Pereira Florbela, Xiao Kaixia, Latino Diogo A R S, Wu Chengcheng, Zhang Qingyou, Aires-de-Sousa Joao
LAQV and REQUIMTE, Departamento de Química, Faculdade de Ciências e Tecnologia, Universidade Nova de Lisboa , 2829-516 Caparica, Portugal.
Henan Engineering Research Center of Industrial Circulating Water Treatment, College of Chemistry and Chemical Engineering, Henan University , Kaifeng, 475004, PR China.
J Chem Inf Model. 2017 Jan 23;57(1):11-21. doi: 10.1021/acs.jcim.6b00340. Epub 2016 Dec 29.

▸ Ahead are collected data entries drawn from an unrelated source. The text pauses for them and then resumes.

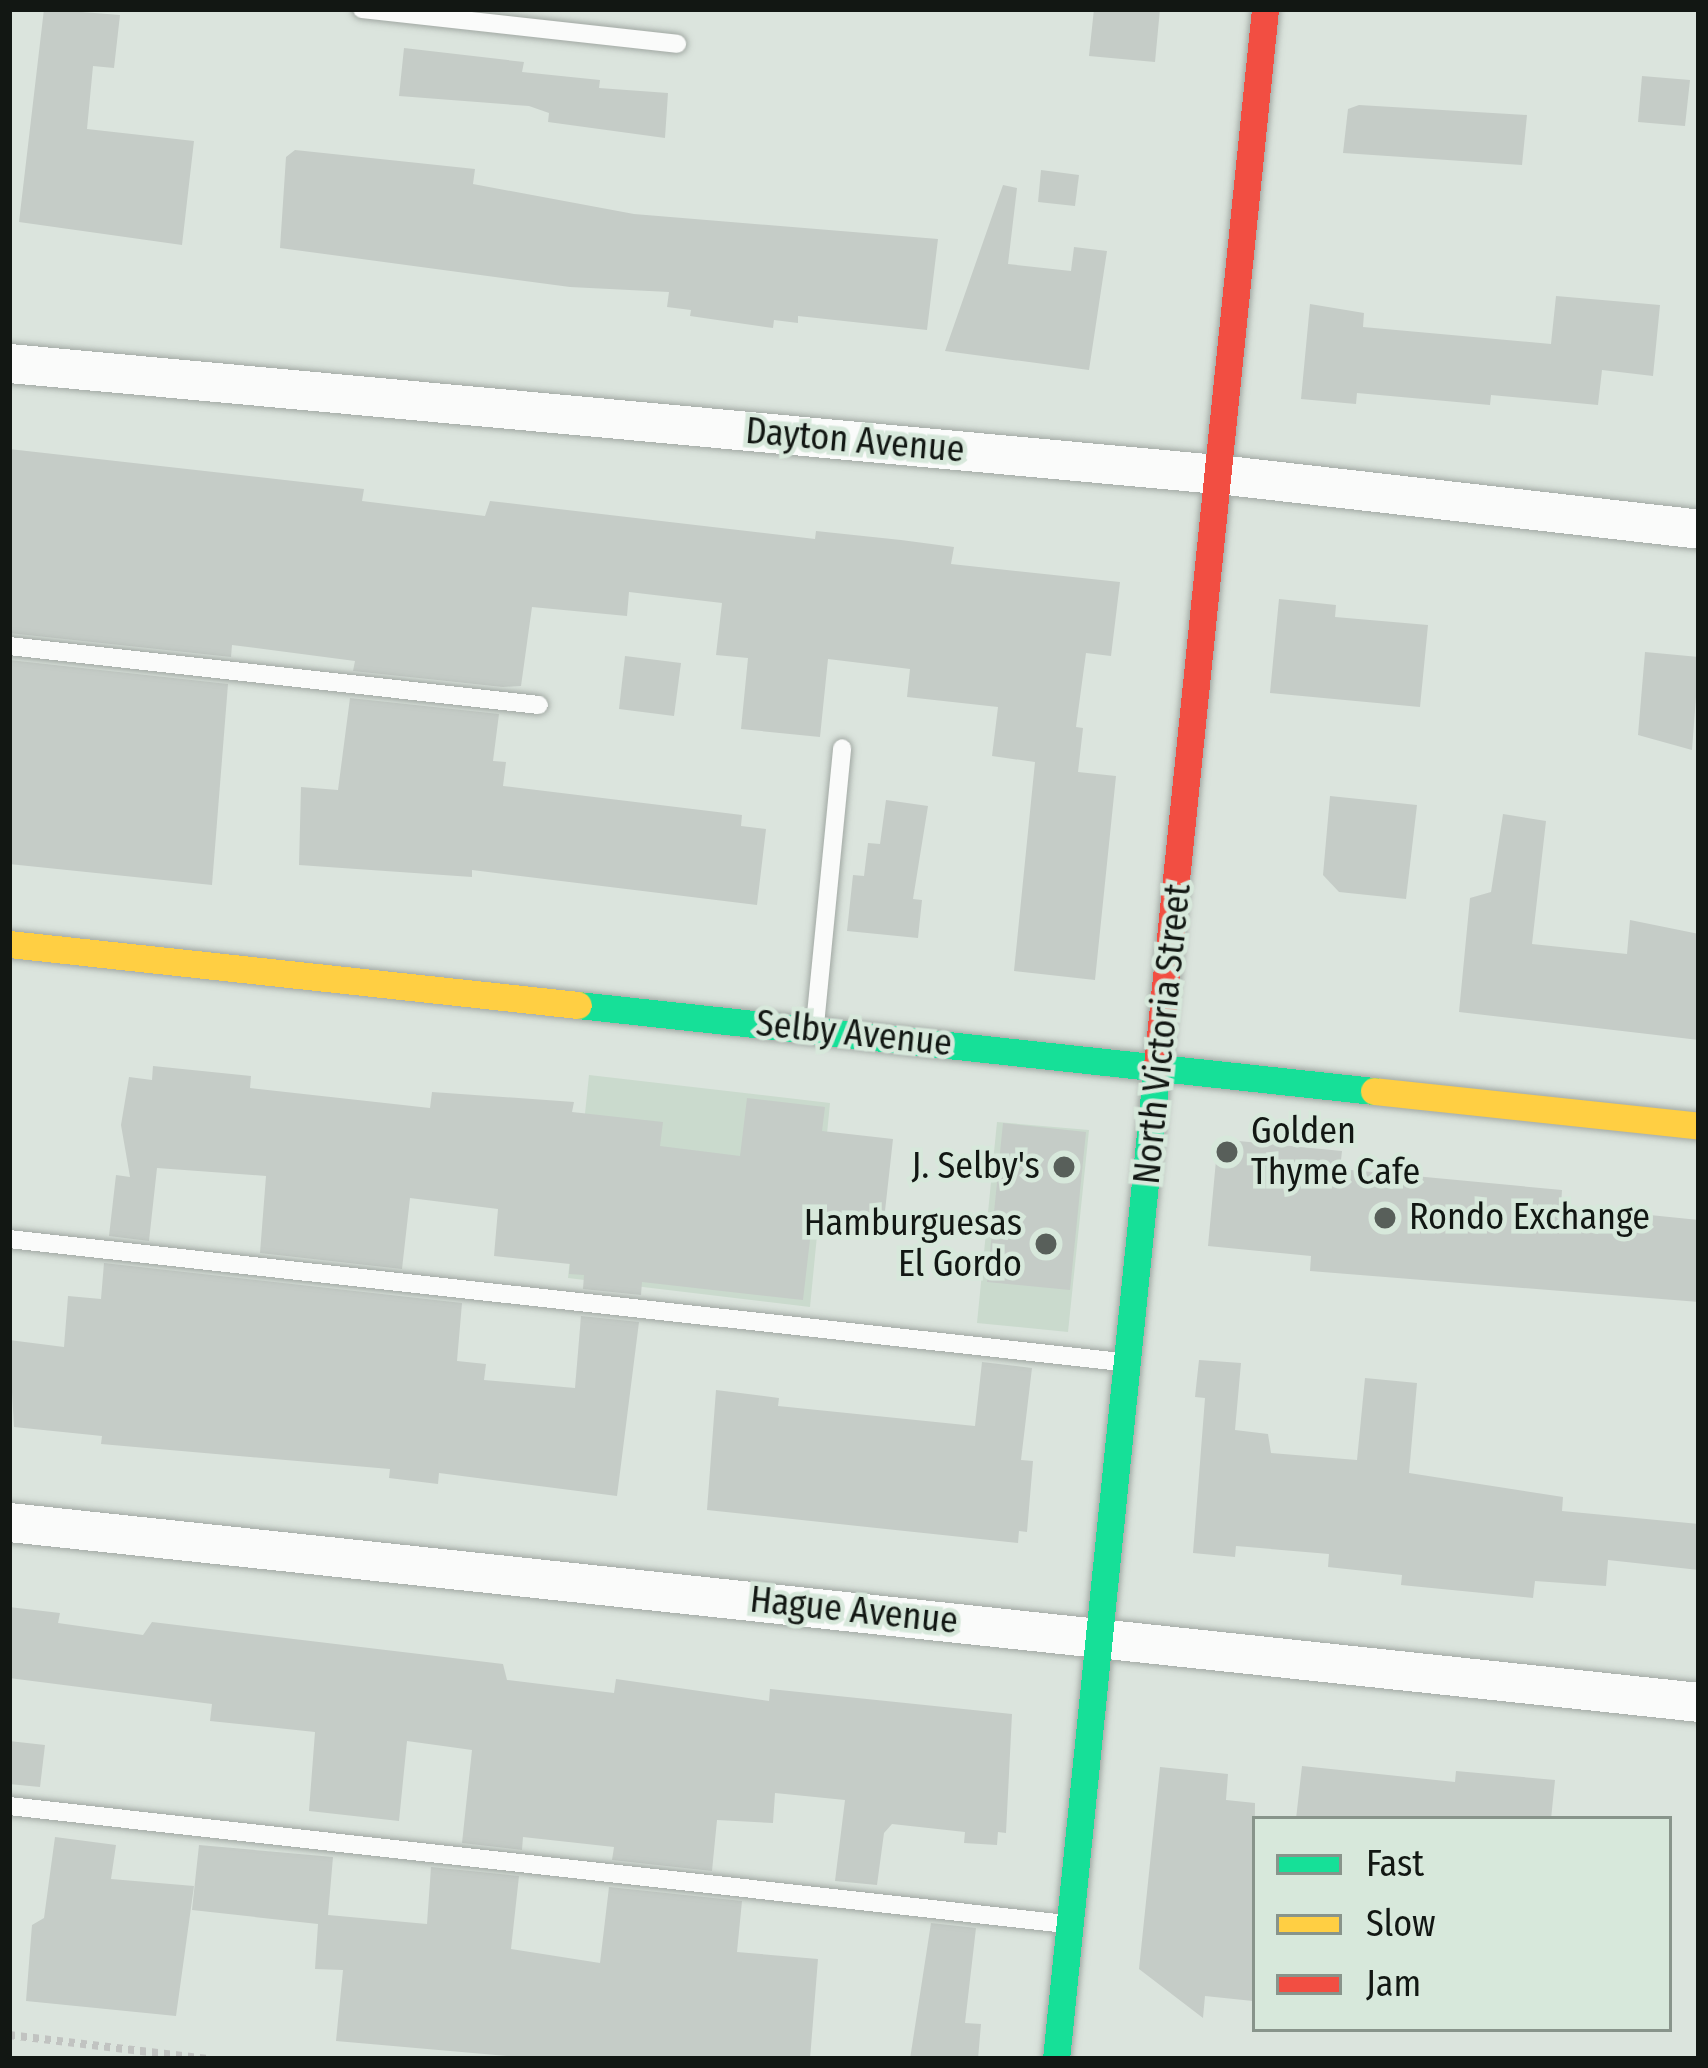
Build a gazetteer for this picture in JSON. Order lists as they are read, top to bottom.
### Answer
{
  "streets": {
    "street": [
      "Dayton Avenue",
      "Selby Avenue",
      "North Victoria Street",
      "Hague Avenue"
    ]
  },
  "crossings": [
    ["Dayton Avenue", "North Victoria Street"],
    ["Selby Avenue", "North Victoria Street"],
    ["North Victoria Street", "Hague Avenue"]
  ],
  "places": [
    "Golden Thyme Cafe",
    "J. Selby's",
    "Rondo Exchange",
    "Hamburguesas El Gordo"
  ],
  "legend": ["Fast", "Slow", "Jam"]
}
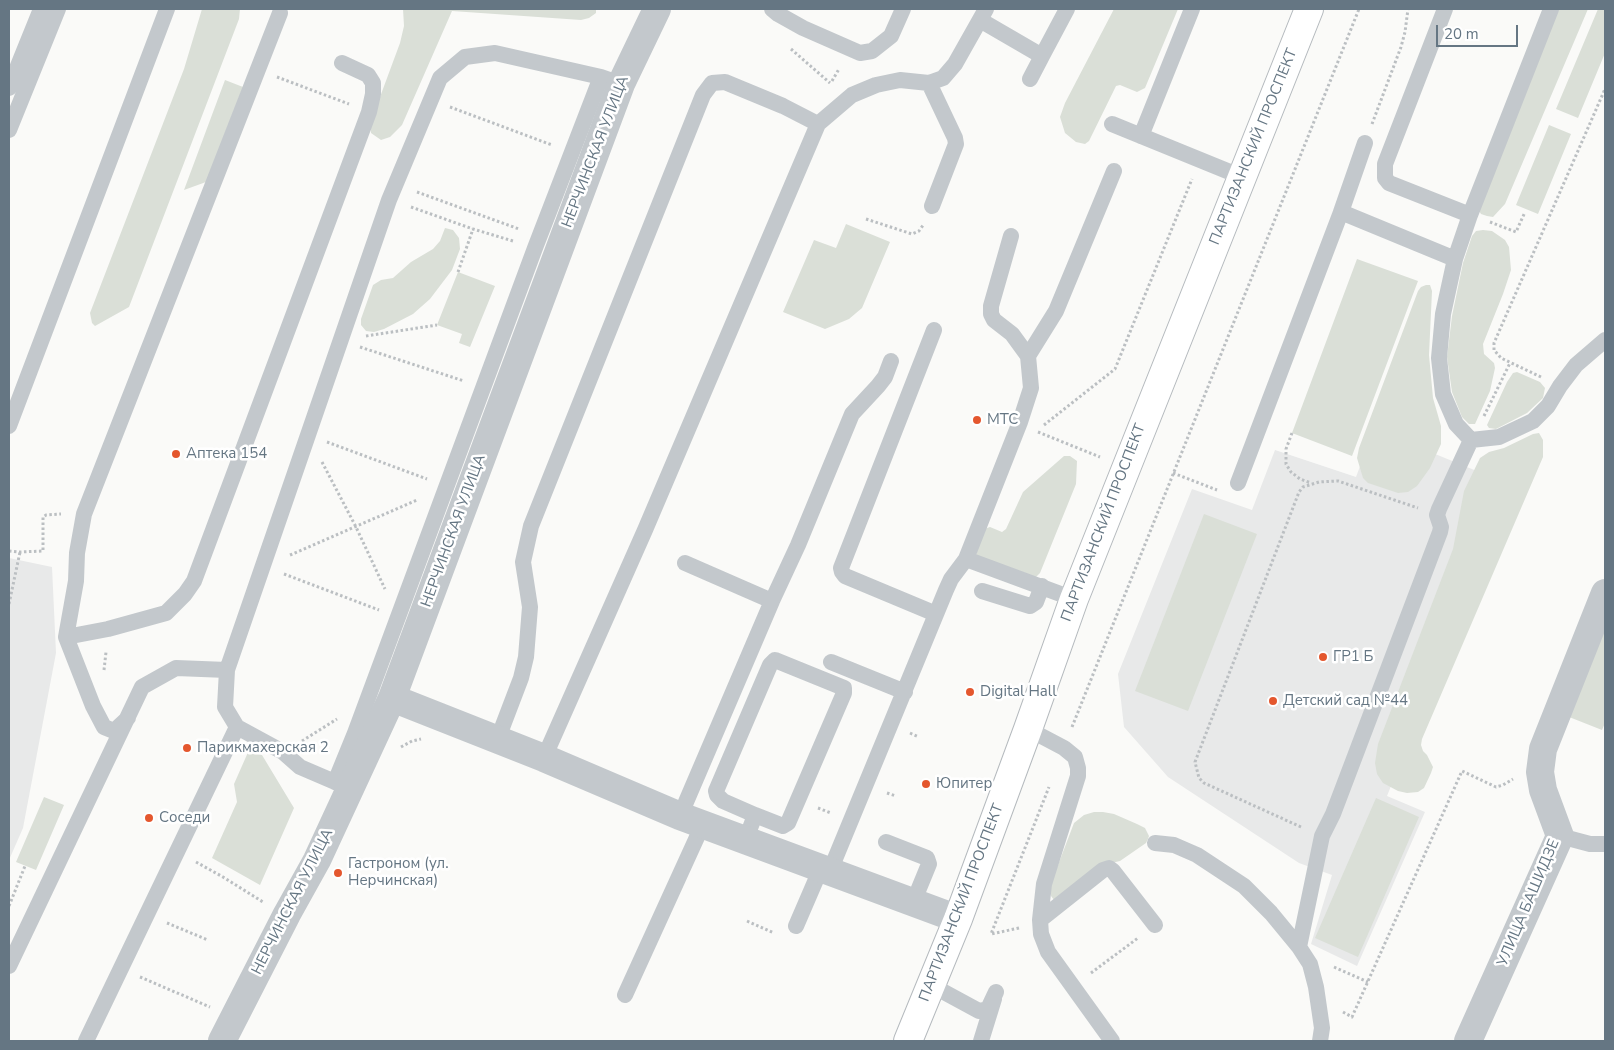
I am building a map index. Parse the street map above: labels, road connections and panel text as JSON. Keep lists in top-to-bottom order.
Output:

Machine learning algorithms were explored for the fast estimation of HOMO and LUMO orbital energies calculated by DFT B3LYP, on the basis of molecular descriptors exclusively based on connectivity. The whole project involved the retrieval and generation of molecular structures, quantum chemical calculations for a database with >111 000 structures, development of new molecular descriptors, and training/validation of machine learning models. Several machine learning algorithms were screened, and an applicability domain was defined based on Euclidean distances to the training set. Random forest models predicted an external test set of 9989 compounds achieving mean absolute error (MAE) up to 0.15 and 0.16 eV for the HOMO and LUMO orbitals, respectively. The impact of the quantum chemical calculation protocol was assessed with a subset of compounds. Inclusion of the orbital energy calculated by PM7 as an additional descriptor significantly improved the quality of estimations (reducing the MAE in >30%).
基于仅基于连接性的分子描述符,探索了机器学习算法以快速估计通过密度泛函理论(DFT)B3LYP计算的最高占据分子轨道(HOMO)和最低未占据分子轨道(LUMO)的轨道能量。整个项目包括分子结构的检索和生成、对超过111,000个结构的数据库进行量子化学计算、开发新的分子描述符以及机器学习模型的训练/验证。筛选了几种机器学习算法,并基于到训练集的欧几里得距离定义了适用域。随机森林模型预测了9989种化合物的外部测试集,对于HOMO和LUMO轨道,平均绝对误差(MAE)分别高达0.15和0.16 eV。用一部分化合物评估了量子化学计算协议的影响。将通过PM7计算的轨道能量作为额外描述符纳入显著提高了估计质量(将MAE降低了30%以上)。